Les femmes dirigent 13 des 41 universités privées espagnoles (31%). Leur nombre a doublé depuis 2018. Dans leur cas, le suffrage n’est pas utilisé, mais c’est le conseil d’administration de l’établissement -dans beaucoup c’est une fondation- ou le conseil d’administration qui choisit le recteur après avoir entendu à de nombreuses reprises la faculté. Mendikoetxea concède un fil d’optimisme pour le public : « Ce qui a vraiment changé, c’est que maintenant les femmes concourent. Dans mon université ce n’est pas qu’il n’y a pas eu de recteurs depuis 1984 [fugazmente fue Josefina Gómez Mendoza], c’est qu’il n’y avait pas de candidats. Maintenant il y en a eu dans le Carlos III, dans le Complutense…”.
Aux États-Unis, une référence, les femmes occupent 32 % des rectorats et leur présence est en augmentation. Six des huit présidents de l’Ivy League – une association d’institutions appréciées de la côte Est – seront des femmes dans quelques semaines : Harvard, Columbia, Dartmouth College, Brown, Cornell et Pennsylvanie. Ou à la rencontre IE-Reinventing Higher Éducation au Cap en mars dernier, la quasi-totalité des représentants des universités africaines étaient des femmes, reflet de l’élan féminin.

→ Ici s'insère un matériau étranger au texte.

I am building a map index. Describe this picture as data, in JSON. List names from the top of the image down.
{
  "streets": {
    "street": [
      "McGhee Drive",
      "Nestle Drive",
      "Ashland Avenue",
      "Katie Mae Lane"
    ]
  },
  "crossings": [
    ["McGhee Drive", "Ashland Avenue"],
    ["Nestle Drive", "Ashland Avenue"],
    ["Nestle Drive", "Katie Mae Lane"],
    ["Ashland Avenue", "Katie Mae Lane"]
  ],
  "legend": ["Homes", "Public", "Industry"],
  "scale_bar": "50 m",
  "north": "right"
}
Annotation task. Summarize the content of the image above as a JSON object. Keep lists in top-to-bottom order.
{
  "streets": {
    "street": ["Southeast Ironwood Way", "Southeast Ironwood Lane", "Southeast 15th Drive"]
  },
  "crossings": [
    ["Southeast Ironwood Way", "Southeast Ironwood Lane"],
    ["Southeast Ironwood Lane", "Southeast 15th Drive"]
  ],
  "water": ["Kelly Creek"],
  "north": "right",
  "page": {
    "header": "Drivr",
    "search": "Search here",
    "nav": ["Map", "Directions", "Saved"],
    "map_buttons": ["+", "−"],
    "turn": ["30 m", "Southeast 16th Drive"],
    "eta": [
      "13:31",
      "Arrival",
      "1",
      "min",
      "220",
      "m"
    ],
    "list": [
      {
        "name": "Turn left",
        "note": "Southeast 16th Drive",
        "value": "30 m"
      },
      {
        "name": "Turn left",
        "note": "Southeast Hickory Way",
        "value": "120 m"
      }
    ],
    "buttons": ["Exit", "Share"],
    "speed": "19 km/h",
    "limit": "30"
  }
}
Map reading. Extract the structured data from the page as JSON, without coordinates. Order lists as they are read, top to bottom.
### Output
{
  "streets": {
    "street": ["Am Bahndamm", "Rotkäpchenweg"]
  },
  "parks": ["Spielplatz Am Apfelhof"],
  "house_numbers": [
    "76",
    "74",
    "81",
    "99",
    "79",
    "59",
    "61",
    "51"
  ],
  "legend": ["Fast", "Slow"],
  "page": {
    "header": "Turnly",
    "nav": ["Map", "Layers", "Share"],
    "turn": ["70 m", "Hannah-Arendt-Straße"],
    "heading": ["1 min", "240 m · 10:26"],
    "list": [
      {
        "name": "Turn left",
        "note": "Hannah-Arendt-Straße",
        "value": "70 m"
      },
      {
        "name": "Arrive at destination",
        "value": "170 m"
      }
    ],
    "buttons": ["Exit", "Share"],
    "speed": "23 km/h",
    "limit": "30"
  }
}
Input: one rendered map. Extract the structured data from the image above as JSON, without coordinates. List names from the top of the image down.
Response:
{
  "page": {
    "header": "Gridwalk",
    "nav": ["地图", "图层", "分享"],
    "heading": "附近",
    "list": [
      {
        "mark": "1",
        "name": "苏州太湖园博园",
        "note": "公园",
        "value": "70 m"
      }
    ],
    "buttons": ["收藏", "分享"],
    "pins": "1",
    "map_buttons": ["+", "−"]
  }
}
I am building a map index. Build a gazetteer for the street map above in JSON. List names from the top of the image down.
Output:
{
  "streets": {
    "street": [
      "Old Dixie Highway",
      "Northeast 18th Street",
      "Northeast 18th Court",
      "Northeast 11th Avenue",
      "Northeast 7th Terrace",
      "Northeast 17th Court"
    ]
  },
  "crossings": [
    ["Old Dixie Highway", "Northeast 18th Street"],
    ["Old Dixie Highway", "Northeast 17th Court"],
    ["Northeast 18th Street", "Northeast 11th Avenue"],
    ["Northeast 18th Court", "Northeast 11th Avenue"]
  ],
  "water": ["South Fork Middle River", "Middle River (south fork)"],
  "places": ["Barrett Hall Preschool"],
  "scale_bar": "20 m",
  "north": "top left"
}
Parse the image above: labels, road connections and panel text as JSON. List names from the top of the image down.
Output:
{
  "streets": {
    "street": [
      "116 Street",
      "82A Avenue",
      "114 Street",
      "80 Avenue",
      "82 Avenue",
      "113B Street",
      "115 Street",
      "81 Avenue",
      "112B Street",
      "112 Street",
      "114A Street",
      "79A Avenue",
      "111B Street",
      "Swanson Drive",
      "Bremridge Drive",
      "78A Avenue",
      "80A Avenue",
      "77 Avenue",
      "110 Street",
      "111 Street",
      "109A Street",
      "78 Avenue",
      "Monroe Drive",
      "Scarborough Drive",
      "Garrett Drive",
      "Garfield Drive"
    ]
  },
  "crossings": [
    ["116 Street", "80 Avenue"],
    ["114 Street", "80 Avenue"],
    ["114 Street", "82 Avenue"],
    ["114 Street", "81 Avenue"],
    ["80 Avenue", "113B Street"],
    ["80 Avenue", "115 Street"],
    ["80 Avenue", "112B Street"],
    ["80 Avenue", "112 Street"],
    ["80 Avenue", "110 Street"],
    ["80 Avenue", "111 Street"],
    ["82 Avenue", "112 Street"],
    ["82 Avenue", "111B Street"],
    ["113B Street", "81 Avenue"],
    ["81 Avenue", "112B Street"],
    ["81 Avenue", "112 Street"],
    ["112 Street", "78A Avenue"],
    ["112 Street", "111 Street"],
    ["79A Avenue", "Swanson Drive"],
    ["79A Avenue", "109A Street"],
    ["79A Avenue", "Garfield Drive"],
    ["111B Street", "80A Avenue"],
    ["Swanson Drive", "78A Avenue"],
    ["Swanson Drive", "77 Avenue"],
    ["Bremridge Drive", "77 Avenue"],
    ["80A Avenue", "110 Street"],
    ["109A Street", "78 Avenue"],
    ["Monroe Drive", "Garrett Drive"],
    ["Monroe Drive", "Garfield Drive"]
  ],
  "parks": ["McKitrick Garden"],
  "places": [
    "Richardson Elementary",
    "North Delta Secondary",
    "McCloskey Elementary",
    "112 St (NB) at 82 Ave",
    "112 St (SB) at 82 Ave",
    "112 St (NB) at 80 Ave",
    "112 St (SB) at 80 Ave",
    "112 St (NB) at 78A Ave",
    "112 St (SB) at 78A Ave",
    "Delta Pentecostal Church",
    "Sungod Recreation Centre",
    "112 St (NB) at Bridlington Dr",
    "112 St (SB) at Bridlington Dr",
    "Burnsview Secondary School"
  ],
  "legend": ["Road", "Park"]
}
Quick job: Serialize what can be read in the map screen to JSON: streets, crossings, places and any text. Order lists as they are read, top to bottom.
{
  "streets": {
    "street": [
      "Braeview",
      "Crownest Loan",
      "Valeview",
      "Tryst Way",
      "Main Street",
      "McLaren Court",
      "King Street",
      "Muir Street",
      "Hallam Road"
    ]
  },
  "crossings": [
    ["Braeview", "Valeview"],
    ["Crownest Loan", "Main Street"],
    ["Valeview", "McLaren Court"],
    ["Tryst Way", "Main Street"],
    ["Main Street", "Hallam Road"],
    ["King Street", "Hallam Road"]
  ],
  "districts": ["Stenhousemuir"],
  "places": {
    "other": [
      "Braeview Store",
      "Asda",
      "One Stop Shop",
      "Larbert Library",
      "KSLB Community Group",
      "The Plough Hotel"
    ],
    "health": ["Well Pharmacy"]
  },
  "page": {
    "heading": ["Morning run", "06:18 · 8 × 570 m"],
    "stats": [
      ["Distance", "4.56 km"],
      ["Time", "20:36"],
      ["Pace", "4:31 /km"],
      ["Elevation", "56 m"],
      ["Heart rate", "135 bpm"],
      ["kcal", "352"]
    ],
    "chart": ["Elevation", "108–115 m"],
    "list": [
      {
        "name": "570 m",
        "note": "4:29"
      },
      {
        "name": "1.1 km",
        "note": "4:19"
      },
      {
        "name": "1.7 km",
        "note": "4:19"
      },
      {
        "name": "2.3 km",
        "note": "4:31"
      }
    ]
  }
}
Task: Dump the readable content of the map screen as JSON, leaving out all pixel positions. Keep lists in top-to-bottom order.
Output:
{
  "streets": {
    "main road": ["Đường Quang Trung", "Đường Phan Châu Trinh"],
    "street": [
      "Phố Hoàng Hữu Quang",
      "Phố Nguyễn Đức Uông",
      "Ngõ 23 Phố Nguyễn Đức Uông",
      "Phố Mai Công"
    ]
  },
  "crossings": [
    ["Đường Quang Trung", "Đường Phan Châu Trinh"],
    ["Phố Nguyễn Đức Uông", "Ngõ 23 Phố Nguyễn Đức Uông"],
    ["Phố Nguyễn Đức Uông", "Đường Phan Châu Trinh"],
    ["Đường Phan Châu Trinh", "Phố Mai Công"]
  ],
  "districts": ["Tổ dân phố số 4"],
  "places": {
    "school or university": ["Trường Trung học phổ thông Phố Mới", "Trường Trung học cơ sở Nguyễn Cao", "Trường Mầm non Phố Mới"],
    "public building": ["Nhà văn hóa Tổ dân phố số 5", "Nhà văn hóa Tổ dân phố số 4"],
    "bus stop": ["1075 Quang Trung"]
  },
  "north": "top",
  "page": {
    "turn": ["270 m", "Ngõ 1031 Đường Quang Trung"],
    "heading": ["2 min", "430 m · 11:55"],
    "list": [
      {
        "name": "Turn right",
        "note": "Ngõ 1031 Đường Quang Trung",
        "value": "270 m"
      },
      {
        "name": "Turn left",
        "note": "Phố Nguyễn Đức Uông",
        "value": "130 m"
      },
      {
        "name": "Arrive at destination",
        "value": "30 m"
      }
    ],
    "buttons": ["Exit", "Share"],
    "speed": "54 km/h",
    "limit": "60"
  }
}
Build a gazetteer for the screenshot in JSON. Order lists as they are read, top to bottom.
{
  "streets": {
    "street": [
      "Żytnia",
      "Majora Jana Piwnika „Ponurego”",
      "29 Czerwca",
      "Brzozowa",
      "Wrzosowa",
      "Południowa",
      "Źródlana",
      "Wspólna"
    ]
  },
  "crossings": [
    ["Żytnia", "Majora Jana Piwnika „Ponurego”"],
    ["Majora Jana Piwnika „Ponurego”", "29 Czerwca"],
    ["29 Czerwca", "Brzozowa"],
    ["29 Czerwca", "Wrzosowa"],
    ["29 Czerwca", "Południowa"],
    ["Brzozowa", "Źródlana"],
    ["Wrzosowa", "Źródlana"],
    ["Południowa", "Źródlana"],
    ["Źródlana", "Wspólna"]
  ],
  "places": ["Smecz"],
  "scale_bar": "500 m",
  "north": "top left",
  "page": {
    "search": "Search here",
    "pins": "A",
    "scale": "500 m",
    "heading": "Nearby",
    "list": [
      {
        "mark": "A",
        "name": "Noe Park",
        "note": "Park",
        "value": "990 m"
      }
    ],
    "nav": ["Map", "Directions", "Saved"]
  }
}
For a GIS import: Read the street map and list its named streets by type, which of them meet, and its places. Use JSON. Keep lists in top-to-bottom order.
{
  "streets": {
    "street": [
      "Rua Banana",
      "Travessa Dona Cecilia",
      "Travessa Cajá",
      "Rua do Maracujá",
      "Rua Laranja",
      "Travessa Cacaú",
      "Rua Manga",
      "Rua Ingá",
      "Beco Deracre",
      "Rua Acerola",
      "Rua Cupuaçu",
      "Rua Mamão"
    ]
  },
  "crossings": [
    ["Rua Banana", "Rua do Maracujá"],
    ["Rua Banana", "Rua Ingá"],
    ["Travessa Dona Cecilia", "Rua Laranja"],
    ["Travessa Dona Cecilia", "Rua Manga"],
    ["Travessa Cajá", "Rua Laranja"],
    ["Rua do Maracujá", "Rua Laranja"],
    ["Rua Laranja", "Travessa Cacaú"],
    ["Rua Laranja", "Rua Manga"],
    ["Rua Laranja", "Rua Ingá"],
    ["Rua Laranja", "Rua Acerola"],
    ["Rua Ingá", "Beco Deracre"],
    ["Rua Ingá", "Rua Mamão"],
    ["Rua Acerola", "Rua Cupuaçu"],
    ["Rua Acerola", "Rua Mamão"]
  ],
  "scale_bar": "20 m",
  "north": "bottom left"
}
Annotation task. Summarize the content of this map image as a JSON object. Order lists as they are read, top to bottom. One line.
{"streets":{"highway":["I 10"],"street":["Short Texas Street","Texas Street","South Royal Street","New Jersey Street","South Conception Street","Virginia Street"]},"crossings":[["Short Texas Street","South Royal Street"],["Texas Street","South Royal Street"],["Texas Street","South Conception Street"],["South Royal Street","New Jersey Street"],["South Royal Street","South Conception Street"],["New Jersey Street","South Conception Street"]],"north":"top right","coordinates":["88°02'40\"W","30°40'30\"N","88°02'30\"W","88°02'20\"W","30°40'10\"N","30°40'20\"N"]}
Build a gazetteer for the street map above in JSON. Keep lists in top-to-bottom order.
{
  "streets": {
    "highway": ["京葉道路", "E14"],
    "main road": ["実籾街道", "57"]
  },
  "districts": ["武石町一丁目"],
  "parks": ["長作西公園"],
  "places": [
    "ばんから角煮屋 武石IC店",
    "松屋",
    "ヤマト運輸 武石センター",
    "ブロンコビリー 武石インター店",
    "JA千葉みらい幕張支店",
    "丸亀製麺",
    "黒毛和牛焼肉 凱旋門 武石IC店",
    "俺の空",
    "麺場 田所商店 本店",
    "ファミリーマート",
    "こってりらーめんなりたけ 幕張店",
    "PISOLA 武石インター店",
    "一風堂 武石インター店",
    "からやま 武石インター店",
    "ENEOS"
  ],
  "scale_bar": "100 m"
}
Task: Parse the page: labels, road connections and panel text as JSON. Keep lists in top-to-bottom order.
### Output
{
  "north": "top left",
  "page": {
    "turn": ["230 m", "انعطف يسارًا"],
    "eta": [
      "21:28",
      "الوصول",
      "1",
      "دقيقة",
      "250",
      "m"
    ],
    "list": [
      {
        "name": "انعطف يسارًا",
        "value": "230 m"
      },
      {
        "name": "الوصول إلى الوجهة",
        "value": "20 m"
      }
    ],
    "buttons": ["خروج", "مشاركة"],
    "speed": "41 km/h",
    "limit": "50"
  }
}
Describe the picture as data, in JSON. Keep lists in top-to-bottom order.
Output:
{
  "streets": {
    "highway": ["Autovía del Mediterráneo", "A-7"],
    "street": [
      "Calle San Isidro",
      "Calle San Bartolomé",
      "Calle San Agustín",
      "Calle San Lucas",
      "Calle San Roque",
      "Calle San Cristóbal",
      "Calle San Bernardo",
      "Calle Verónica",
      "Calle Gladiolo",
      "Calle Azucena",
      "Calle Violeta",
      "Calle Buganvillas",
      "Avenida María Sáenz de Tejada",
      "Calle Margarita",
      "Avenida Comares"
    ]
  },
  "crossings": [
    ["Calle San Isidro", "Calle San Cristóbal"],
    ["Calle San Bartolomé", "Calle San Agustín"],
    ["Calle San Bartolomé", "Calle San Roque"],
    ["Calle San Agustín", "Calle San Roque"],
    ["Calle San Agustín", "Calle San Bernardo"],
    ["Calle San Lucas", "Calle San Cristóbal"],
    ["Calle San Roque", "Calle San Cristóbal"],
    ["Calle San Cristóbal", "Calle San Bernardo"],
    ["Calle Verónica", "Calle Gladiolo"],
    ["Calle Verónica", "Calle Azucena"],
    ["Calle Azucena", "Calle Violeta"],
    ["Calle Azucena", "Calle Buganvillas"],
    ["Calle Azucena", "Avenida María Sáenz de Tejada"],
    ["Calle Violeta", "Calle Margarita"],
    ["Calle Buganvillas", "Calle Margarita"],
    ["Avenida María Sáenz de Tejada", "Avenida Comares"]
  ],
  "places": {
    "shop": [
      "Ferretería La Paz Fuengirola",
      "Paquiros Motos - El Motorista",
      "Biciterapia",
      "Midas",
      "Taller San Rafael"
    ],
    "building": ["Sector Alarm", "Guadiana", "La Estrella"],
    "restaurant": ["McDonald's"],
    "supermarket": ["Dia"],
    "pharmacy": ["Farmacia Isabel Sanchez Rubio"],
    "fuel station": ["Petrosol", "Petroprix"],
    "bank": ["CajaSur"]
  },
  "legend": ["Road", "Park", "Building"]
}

Les recteurs en Espagne recherchent de plus en plus la parité lors de l’élection de leurs vice-recteurs ―selon le dernier annuaire du ministère des Sciences, elles représentaient 43 % en 2021― et cette expérience de gestion a encouragé davantage de femmes professeurs à se présenter au poste de recteur. Mendikoetxea, encore une fois, précise : les femmes ne dirigent généralement pas les vice-rectorats de l’Enseignement et de la Recherche, ceux qui ont le plus de poids dans l’équipe gouvernementale. Les femmes sont majoritaires dans les seconds échelons : 57% des vice-doyens ou des secrétaires de départements (le rapport ne donne pas de chiffres). De plus, on note une augmentation des universités (57 %) qui ont une représentation équilibrée des femmes et des hommes au conseil d’administration, soit huit points de pourcentage de plus qu’en 2018.
Rosa Visedo est recteur depuis 12 ans. Elle a commencé à l’Université CEU Cardenal Herrera (privée), et à cette époque, elle était la seule femme au poste de la Communauté valencienne; maintenant il y en a cinq. Pendant quatre ans, il a occupé le poste au CEU San Pablo, la maison mère de Madrid. « L’université reproduit toujours la situation de la société et pendant longtemps les femmes n’ont pas envisagé d’occuper plus de postes d’encadrement, justement parce que les quelques politiques de conciliation les ont particulièrement touchées. Ces dernières années, j’ai vu beaucoup de femmes devenir professeures et je pense que cela va augmenter et aussi dans d’autres postes de direction. Dans mon équipe gouvernementale, nous sommes huit personnes, dont cinq femmes ». Visedo, vice-président de la CRUE, est fier : « Nous allons vers l’équilibre. Nous avons 40% de femmes professeurs ».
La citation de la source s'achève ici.